**Problem requirements**
An exact copy of every entry is needed here; the images stay out.

[Saved entries]
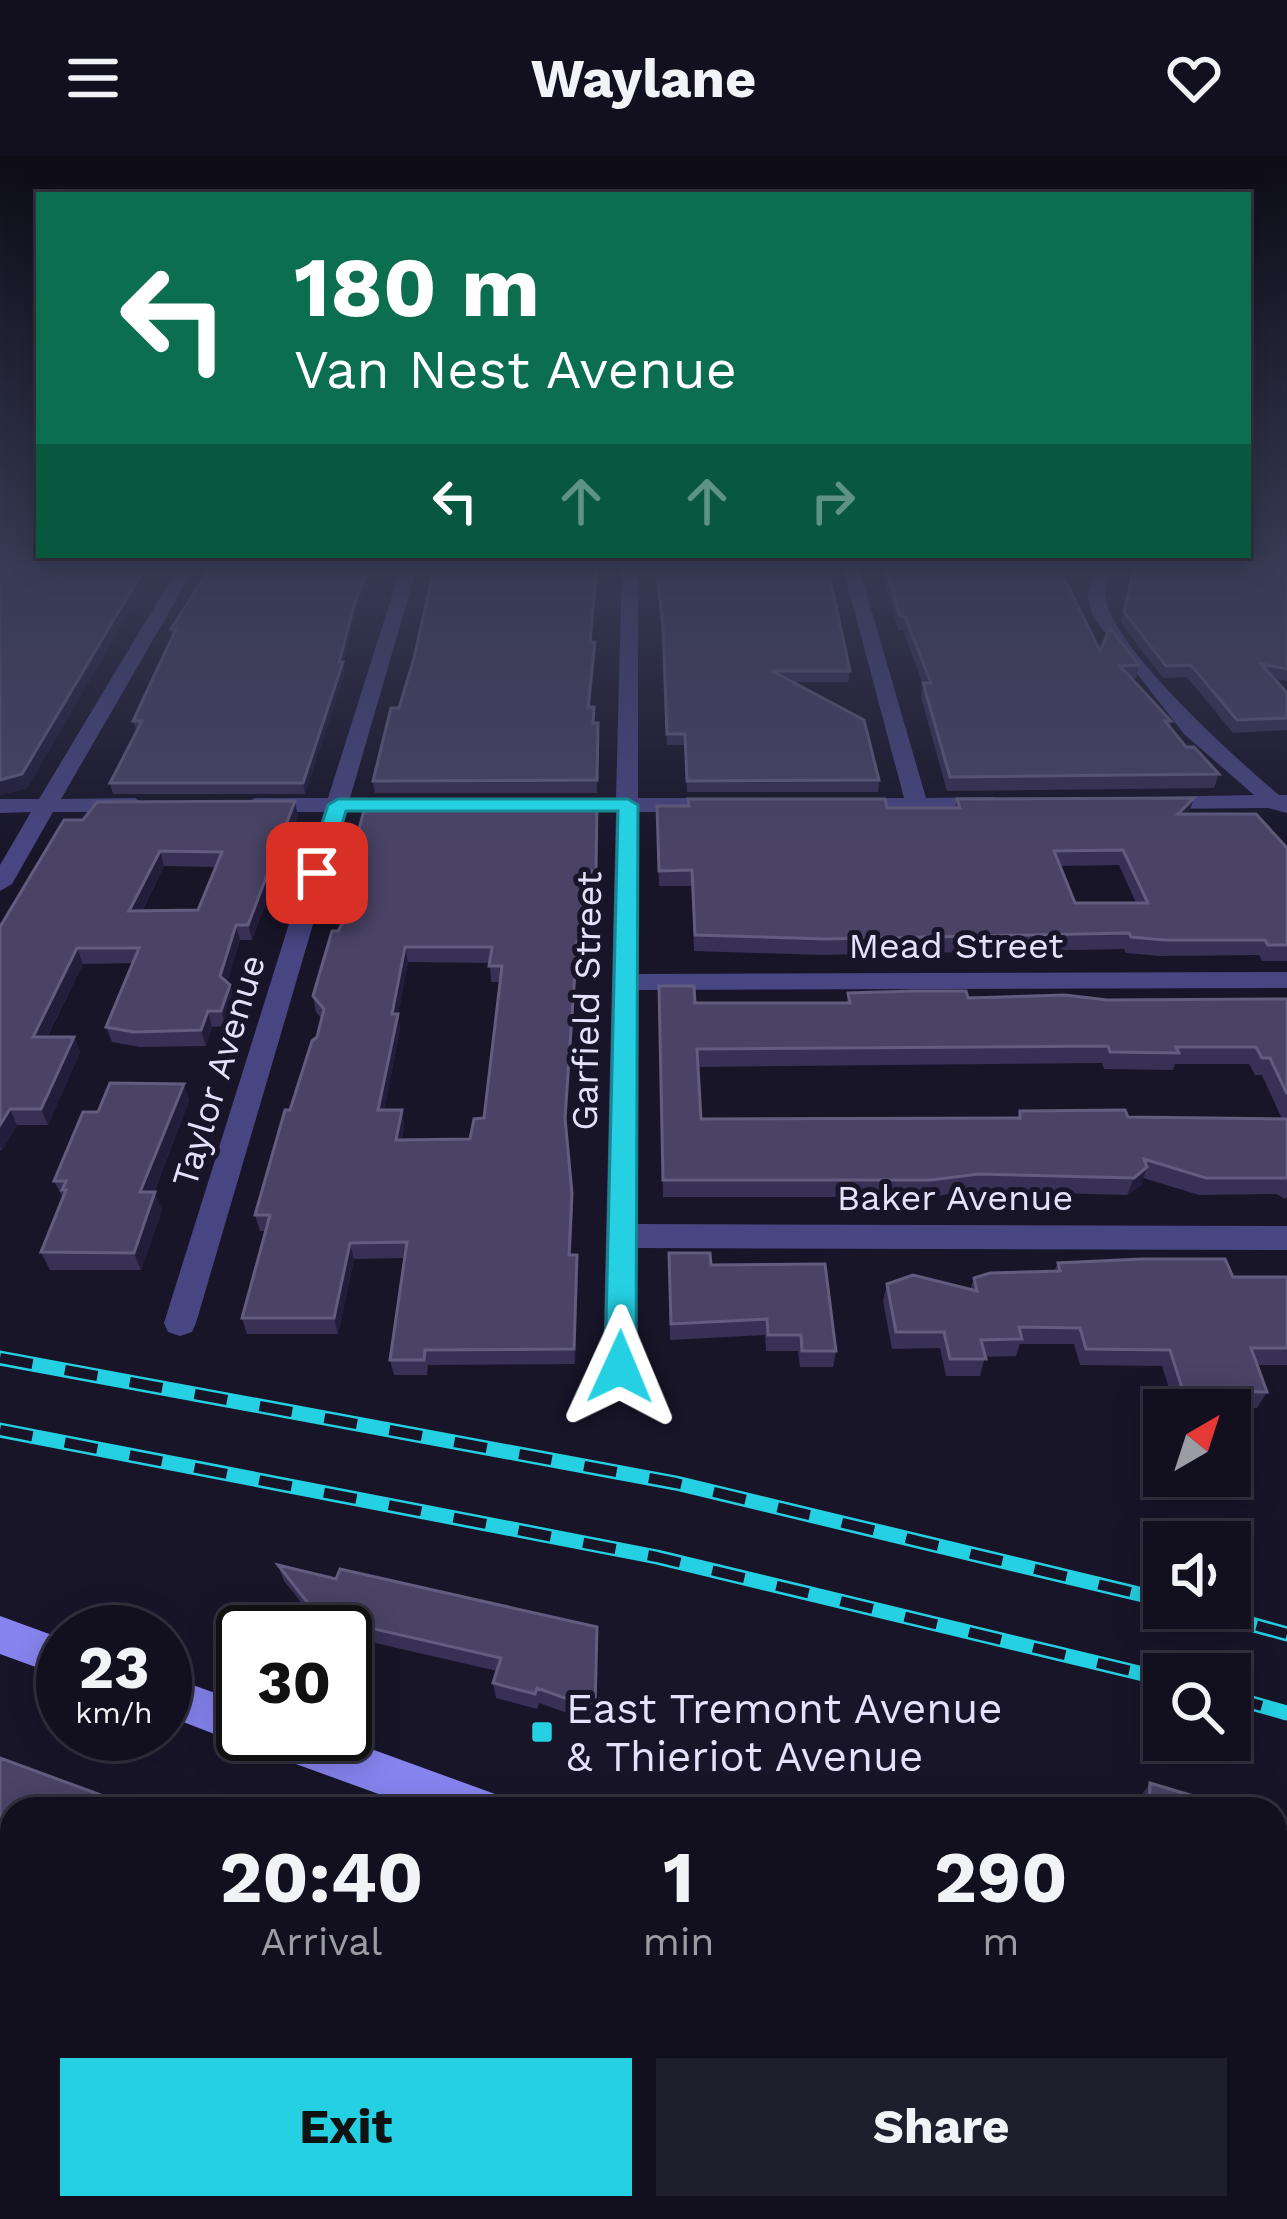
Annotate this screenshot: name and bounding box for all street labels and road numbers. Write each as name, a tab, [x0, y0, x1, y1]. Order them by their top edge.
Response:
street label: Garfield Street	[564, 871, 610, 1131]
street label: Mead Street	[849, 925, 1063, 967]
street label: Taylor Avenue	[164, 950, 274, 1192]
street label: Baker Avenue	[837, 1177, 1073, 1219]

**Answer area**
Annotate this screenshot: name and bounding box for all street labels and road numbers. Write each as name, a tab, [x0, y0, x1, y1]. Order them by their top edge.
Response:
street label: Garfield Street	[564, 871, 610, 1131]
street label: Mead Street	[849, 925, 1063, 967]
street label: Taylor Avenue	[164, 950, 274, 1192]
street label: Baker Avenue	[837, 1177, 1073, 1219]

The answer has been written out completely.